Information shown:
■ ■ ■

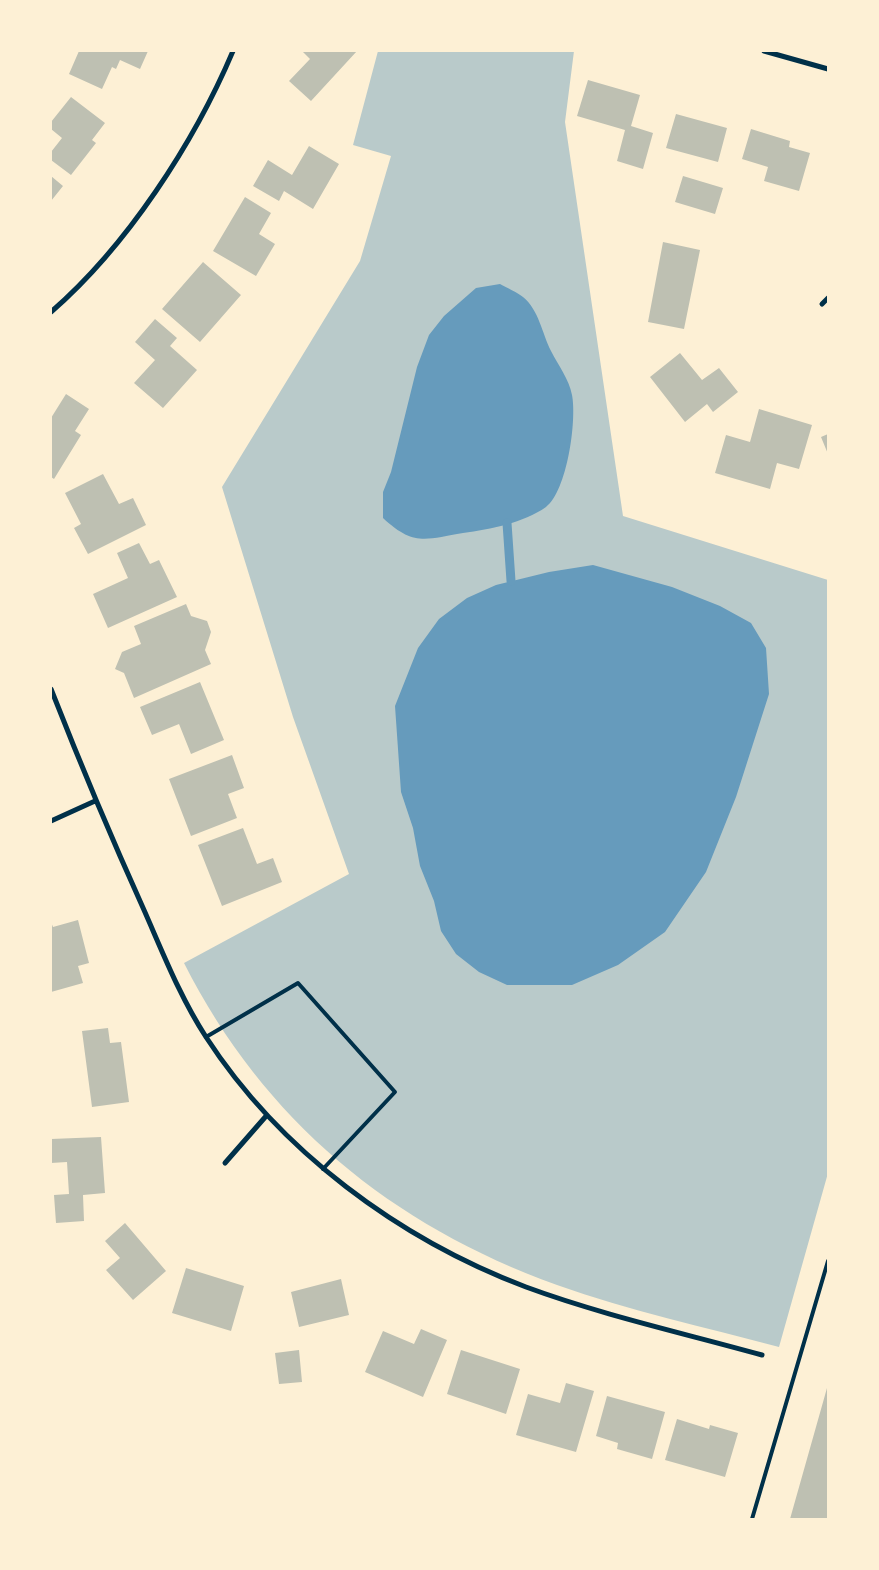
<!DOCTYPE html>
<style>
body{margin:0}
#map{position:relative;width:879px;height:1570px;overflow:hidden;background:#fdf0d5;font-family:"Source Sans 3",sans-serif}
canvas{display:block}
.frame{position:absolute;inset:0;border:52px solid #fdf0d5;pointer-events:none}
</style>
<div id="map">
<canvas width="879" height="1570"></canvas>
<div class="frame"></div>
</div>
<script>
const ctx = document.querySelector('canvas').getContext('2d');
ctx.lineJoin = 'round';
function paint(path, color) {
  ctx.fillStyle = color;
  ctx.fill(path, 'evenodd');
}
function stroke(path, color, width, dash) {
  ctx.strokeStyle = color;
  ctx.lineWidth = width;
  ctx.lineCap = dash ? 'butt' : 'round';
  ctx.setLineDash(dash || []);
  ctx.stroke(path);
}
paint(new Path2D(`
 M378 51H574L565 122 623 516 828 580V1173L779 1347C705 1327 629 1311 557 1285 391 1225 264 1121 184 963L349 874 293 717 222 487 360 261 391 156 353 145Z`), '#b9caca');
paint(new Path2D(`
 M500 284C507 288 517 292 523 297 539 310 542 333 551 351 558 365 569 379 572 395 577 421 567 491 546 507 523 523 491 529 463 533 426 539 414 547 383 518V492L391 472 417 367 429 335 444 316 476 288Z
 M593 565 672 587 720 606 751 623 766 648 769 694 736 797 706 872 665 932 618 965 572 985H507L479 972 456 954 441 931 434 901 420 866 413 828 401 792 395 706 418 648 439 619 467 598 496 585 549 572Z`), '#669bbc');
stroke(new Path2D(`
 M507 523 511 581`), '#669bbc', 9);
paint(new Path2D(`
 M79 51H148L140 69 120 60 116 69 112 67 102 89 69 74Z
 M302 51H357L311 101 289 81 310 59Z
 M588 80 640 95 631 126 653 133 643 169 617 161 625 130 577 116Z
 M71 97 105 123 92 140 96 143 71 175 51 160V152L62 138 51 129V122Z
 M676 114 727 128 718 162 666 148Z
 M751 129 790 141 789 147 810 153 799 191 764 181 768 167 742 159Z
 M309 146 339 164 313 209 284 191 279 201 253 186 268 160 292 175Z
 M51 176 63 186 51 201Z
 M683 176 723 188 715 214 675 202Z
 M245 197 271 213 259 234 275 244 256 276 213 251Z
 M663 242 700 250 684 329 648 322Z
 M203 262 241 295 200 342 162 309Z
 M155 319 177 338 170 346 197 370 163 408 134 383 155 360 135 342Z
 M680 353 702 380 719 368 738 392 713 412 707 404 685 422 650 377Z
 M66 394 89 409 75 431 81 435 54 479 51 477V418Z
 M759 409 812 425 799 469 777 463 770 489 715 473 726 435 750 442Z
 M828 434V454L821 437Z
 M103 474 119 504 133 498 146 525 88 554 74 528 81 524 65 493Z
 M139 543 150 564 159 560 177 597 108 628 93 594 128 578 117 553Z
 M186 604 191 616 207 621 211 632 205 650 211 664 134 698 124 673 115 669 122 652 141 644 134 626Z
 M200 682 224 740 191 754 179 724 152 735 140 707Z
 M232 755 244 788 228 794 237 818 191 836 169 779Z
 M243 828 257 864 273 858 282 882 222 906 198 845Z
 M78 920 89 963 78 966 83 983 51 992V922L53 927Z
 M108 1028 110 1043 121 1042 129 1102 92 1107 82 1031Z
 M101 1137 105 1193 83 1195 84 1221 56 1223 54 1195 69 1194 67 1162 51 1163V1139Z
 M125 1223 166 1271 133 1300 106 1270 120 1258 105 1241Z
 M186 1268 244 1286 231 1331 172 1313Z
 M341 1279 349 1315 299 1327 291 1292Z
 M421 1329 447 1340 423 1397 365 1372 383 1331 414 1344Z
 M299 1350 302 1382 279 1384 275 1353Z
 M461 1350 520 1369 506 1414 447 1394Z
 M566 1383 594 1391 576 1452 516 1435 528 1394 560 1403Z
 M827 1388 828 1519H790Z
 M607 1396 665 1412 652 1459 617 1449 618 1443 596 1436Z
 M677 1419 709 1429 710 1425 738 1433 725 1477 665 1460Z`), '#bec0b2');
stroke(new Path2D(`
 M206 1037 298 983 395 1092 323 1169
 M752 1519 828 1261`), '#003049', 4);
stroke(new Path2D(`
 M764 51 828 69
 M822 304 828 298
 M51 312C127 246 194 143 233 51
 M51 689C80 763 111 837 144 910 163 953 180 997 206 1037 280 1151 399 1239 526 1287 602 1315 683 1333 762 1355
 M51 821 95 801
 M225 1163 267 1115`), '#003049', 5);
</script>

■ ■ ■

Work item: Each line in the listing above from the one containing "ctx.fillStyle = color;" through the one containing "M500 284C507 288" should be repeated exactly, and no other line.

Solution for this task:
  ctx.fillStyle = color;
  ctx.fill(path, 'evenodd');
}
function stroke(path, color, width, dash) {
  ctx.strokeStyle = color;
  ctx.lineWidth = width;
  ctx.lineCap = dash ? 'butt' : 'round';
  ctx.setLineDash(dash || []);
  ctx.stroke(path);
}
paint(new Path2D(`
 M378 51H574L565 122 623 516 828 580V1173L779 1347C705 1327 629 1311 557 1285 391 1225 264 1121 184 963L349 874 293 717 222 487 360 261 391 156 353 145Z`), '#b9caca');
paint(new Path2D(`
 M500 284C507 288 517 292 523 297 539 310 542 333 551 351 558 365 569 379 572 395 577 421 567 491 546 507 523 523 491 529 463 533 426 539 414 547 383 518V492L391 472 417 367 429 335 444 316 476 288Z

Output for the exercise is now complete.